= EXERCISE REQUIREMENTS =
One figure is the whole answer: the number of lines below that contain the word "note".
### DATA PROVIDED ###
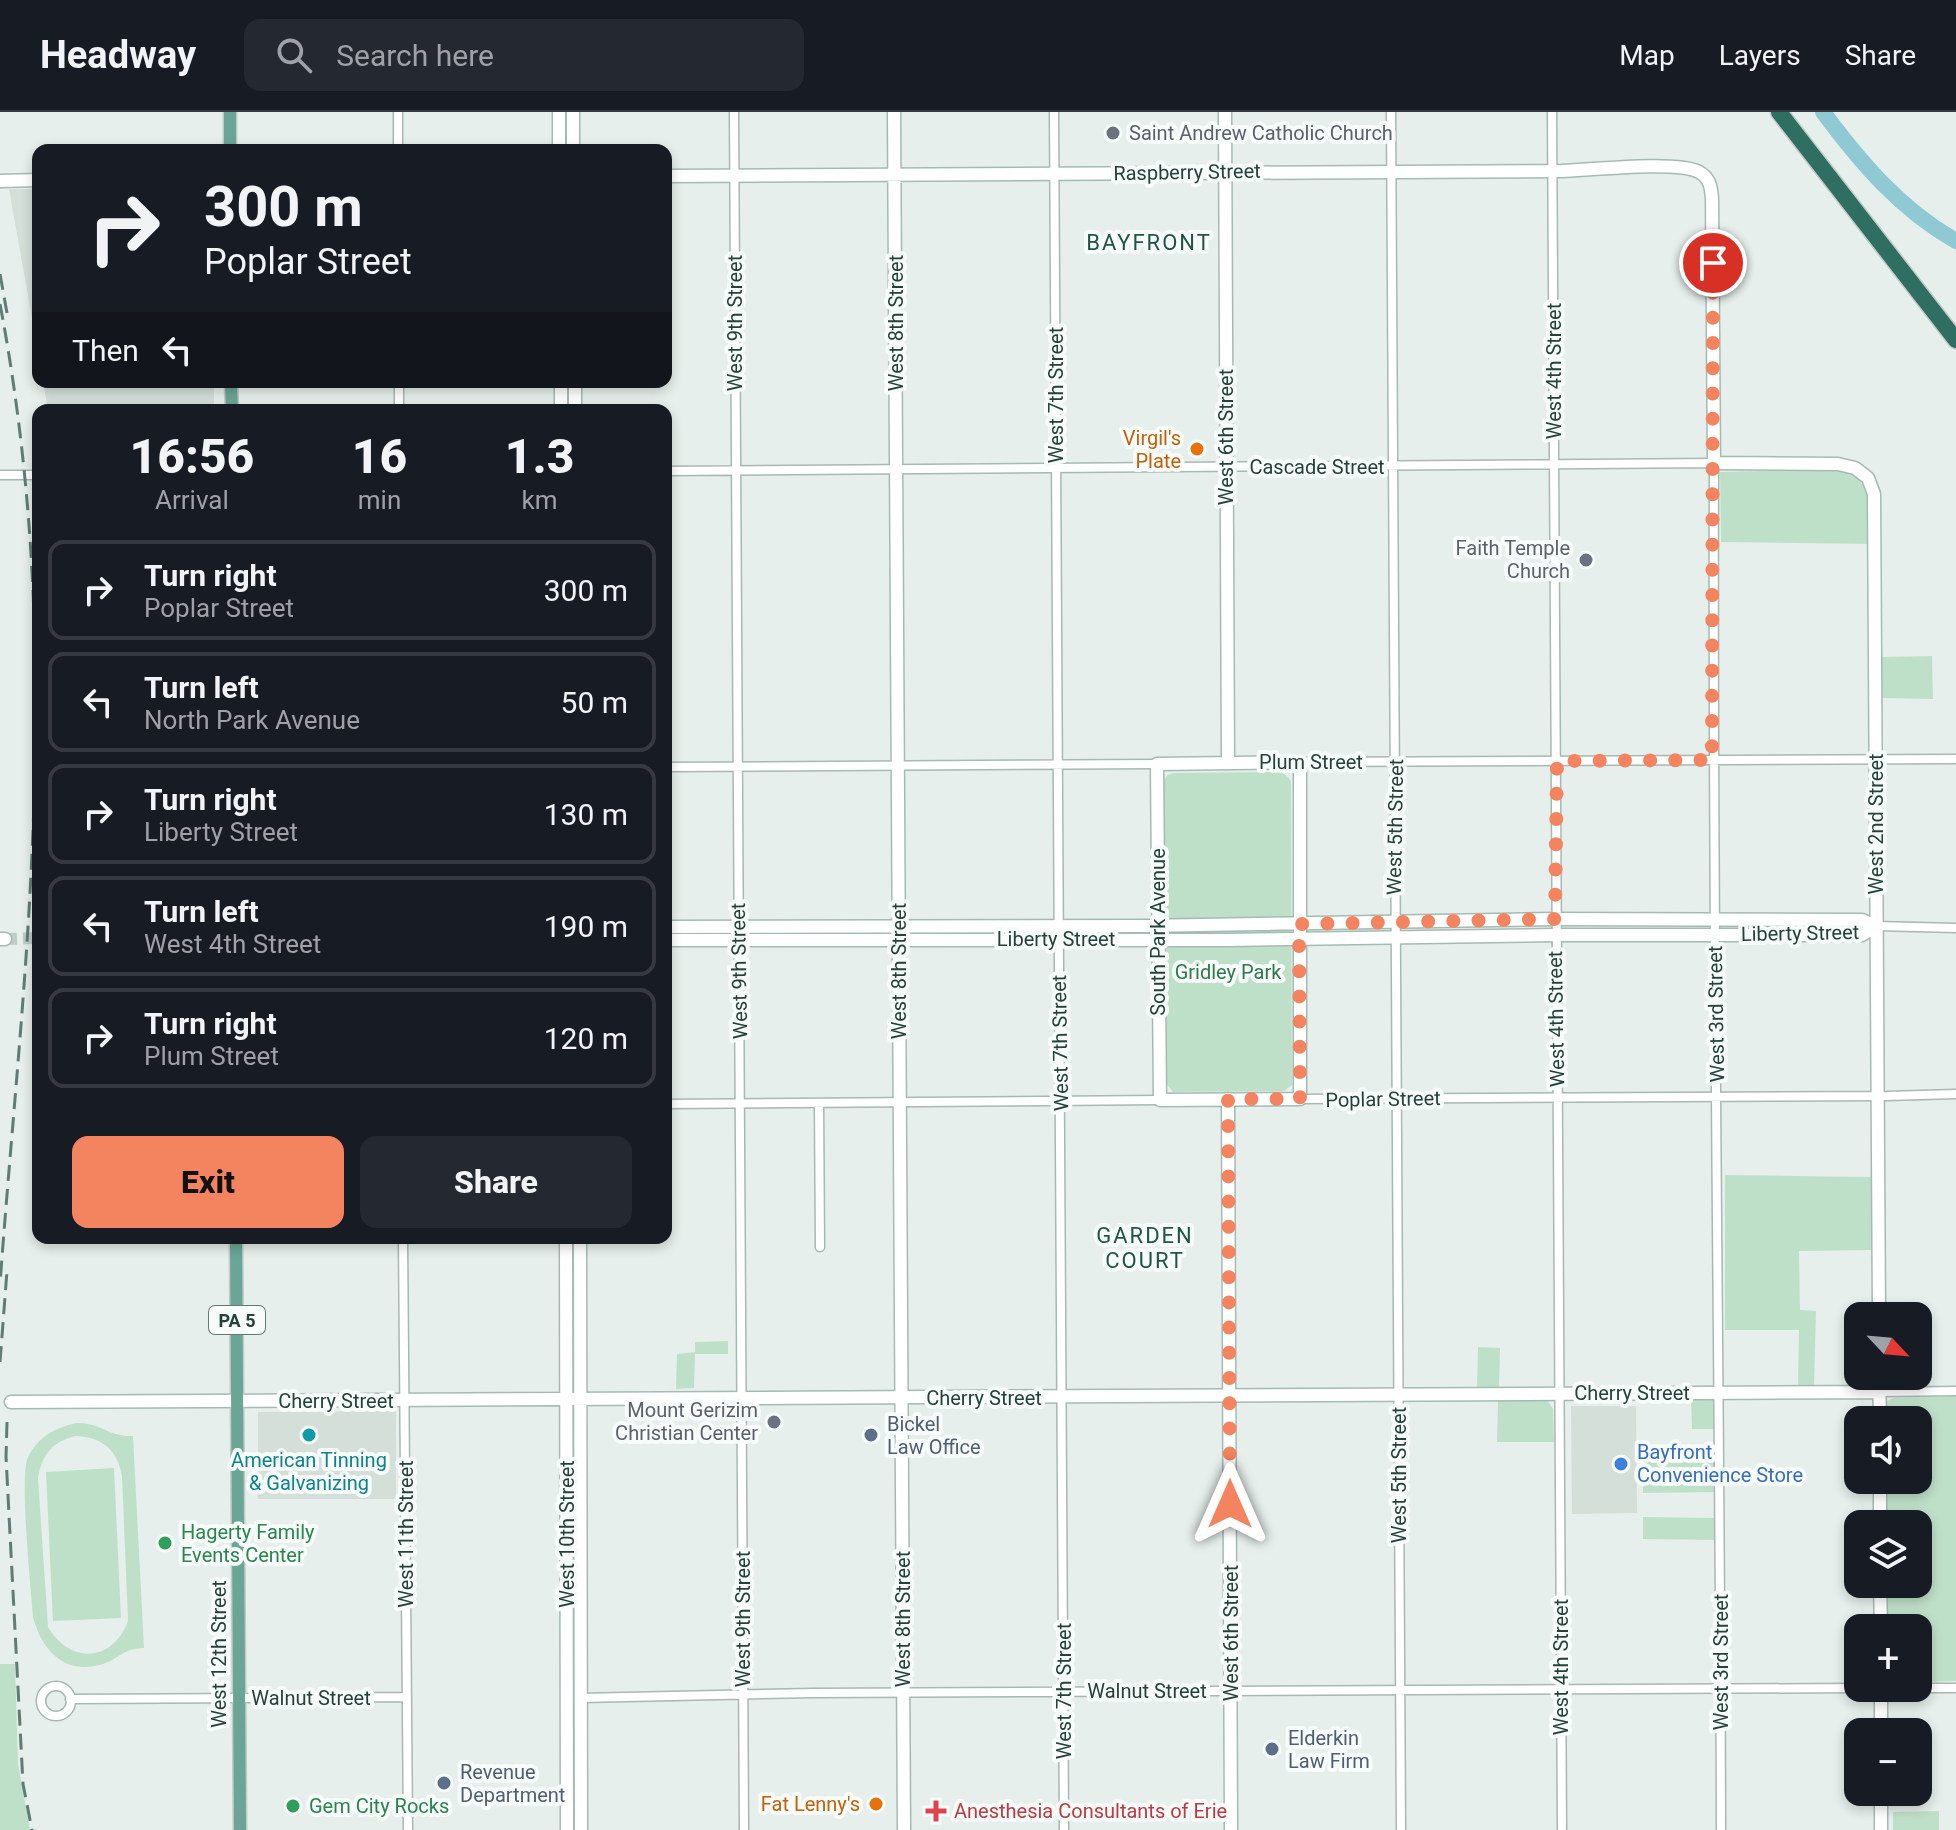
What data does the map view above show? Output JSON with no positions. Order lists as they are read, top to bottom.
{
  "streets": {
    "main road": ["PA 5", "West 12th Street"],
    "street": [
      "Raspberry Street",
      "West 9th Street",
      "West 8th Street",
      "West 4th Street",
      "West 7th Street",
      "West 6th Street",
      "Cascade Street",
      "Plum Street",
      "West 2nd Street",
      "West 5th Street",
      "South Park Avenue",
      "Liberty Street",
      "West 3rd Street",
      "Poplar Street",
      "Cherry Street",
      "West 11th Street",
      "West 10th Street",
      "Walnut Street"
    ]
  },
  "crossings": [
    ["Raspberry Street", "West 9th Street"],
    ["Raspberry Street", "West 8th Street"],
    ["Raspberry Street", "West 4th Street"],
    ["Raspberry Street", "West 7th Street"],
    ["Raspberry Street", "West 6th Street"],
    ["Raspberry Street", "West 5th Street"],
    ["Raspberry Street", "West 3rd Street"],
    ["West 9th Street", "Cascade Street"],
    ["West 9th Street", "Plum Street"],
    ["West 9th Street", "Liberty Street"],
    ["West 9th Street", "Poplar Street"],
    ["West 9th Street", "Cherry Street"],
    ["West 9th Street", "Walnut Street"],
    ["West 8th Street", "Cascade Street"],
    ["West 8th Street", "Plum Street"],
    ["West 8th Street", "Liberty Street"],
    ["West 8th Street", "Poplar Street"],
    ["West 8th Street", "Cherry Street"],
    ["West 8th Street", "Walnut Street"],
    ["West 4th Street", "Cascade Street"],
    ["West 4th Street", "Plum Street"],
    ["West 4th Street", "Liberty Street"],
    ["West 4th Street", "Poplar Street"],
    ["West 4th Street", "Cherry Street"],
    ["West 4th Street", "Walnut Street"],
    ["West 7th Street", "Cascade Street"],
    ["West 7th Street", "Plum Street"],
    ["West 7th Street", "Liberty Street"],
    ["West 7th Street", "Poplar Street"],
    ["West 7th Street", "Cherry Street"],
    ["West 7th Street", "Walnut Street"],
    ["West 6th Street", "Cascade Street"],
    ["West 6th Street", "Plum Street"],
    ["West 6th Street", "Poplar Street"],
    ["West 6th Street", "Cherry Street"],
    ["West 6th Street", "Walnut Street"],
    ["Cascade Street", "West 2nd Street"],
    ["Cascade Street", "West 5th Street"],
    ["Cascade Street", "West 3rd Street"],
    ["Plum Street", "West 2nd Street"],
    ["Plum Street", "West 5th Street"],
    ["Plum Street", "South Park Avenue"],
    ["Plum Street", "West 3rd Street"],
    ["West 2nd Street", "Liberty Street"],
    ["West 2nd Street", "Poplar Street"],
    ["West 5th Street", "Liberty Street"],
    ["West 5th Street", "Poplar Street"],
    ["West 5th Street", "Cherry Street"],
    ["West 5th Street", "Walnut Street"],
    ["South Park Avenue", "Liberty Street"],
    ["South Park Avenue", "Poplar Street"],
    ["Liberty Street", "West 3rd Street"],
    ["West 3rd Street", "Poplar Street"],
    ["West 3rd Street", "Cherry Street"],
    ["West 3rd Street", "Walnut Street"],
    ["Cherry Street", "West 11th Street"],
    ["Cherry Street", "West 10th Street"],
    ["Cherry Street", "West 12th Street"],
    ["West 11th Street", "Walnut Street"],
    ["West 10th Street", "Walnut Street"],
    ["West 12th Street", "Walnut Street"]
  ],
  "districts": ["BAYFRONT", "GARDEN COURT"],
  "parks": ["Gridley Park"],
  "places": {
    "other": [
      "Saint Andrew Catholic Church",
      "Virgil's Plate",
      "Faith Temple Church",
      "Mount Gerizim Christian Center",
      "American Tinning & Galvanizing",
      "Bickel Law Office",
      "Bayfront Convenience Store",
      "Hagerty Family Events Center",
      "Elderkin Law Firm",
      "Revenue Department",
      "Fat Lenny's",
      "Gem City Rocks"
    ],
    "health": ["Anesthesia Consultants of Erie"]
  },
  "north": "bottom right",
  "page": {
    "header": "Headway",
    "search": "Search here",
    "nav": ["Map", "Layers", "Share"],
    "turn": ["300 m", "Poplar Street"],
    "then": "Then",
    "eta": [
      "16:56",
      "Arrival",
      "16",
      "min",
      "1.3",
      "km"
    ],
    "list": [
      {
        "name": "Turn right",
        "note": "Poplar Street",
        "value": "300 m"
      },
      {
        "name": "Turn left",
        "note": "North Park Avenue",
        "value": "50 m"
      },
      {
        "name": "Turn right",
        "note": "Liberty Street",
        "value": "130 m"
      },
      {
        "name": "Turn left",
        "note": "West 4th Street",
        "value": "190 m"
      },
      {
        "name": "Turn right",
        "note": "Plum Street",
        "value": "120 m"
      }
    ],
    "buttons": ["Exit", "Share"],
    "map_buttons": ["+", "−"]
  }
}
###
= EXERCISE RESPONSE =
5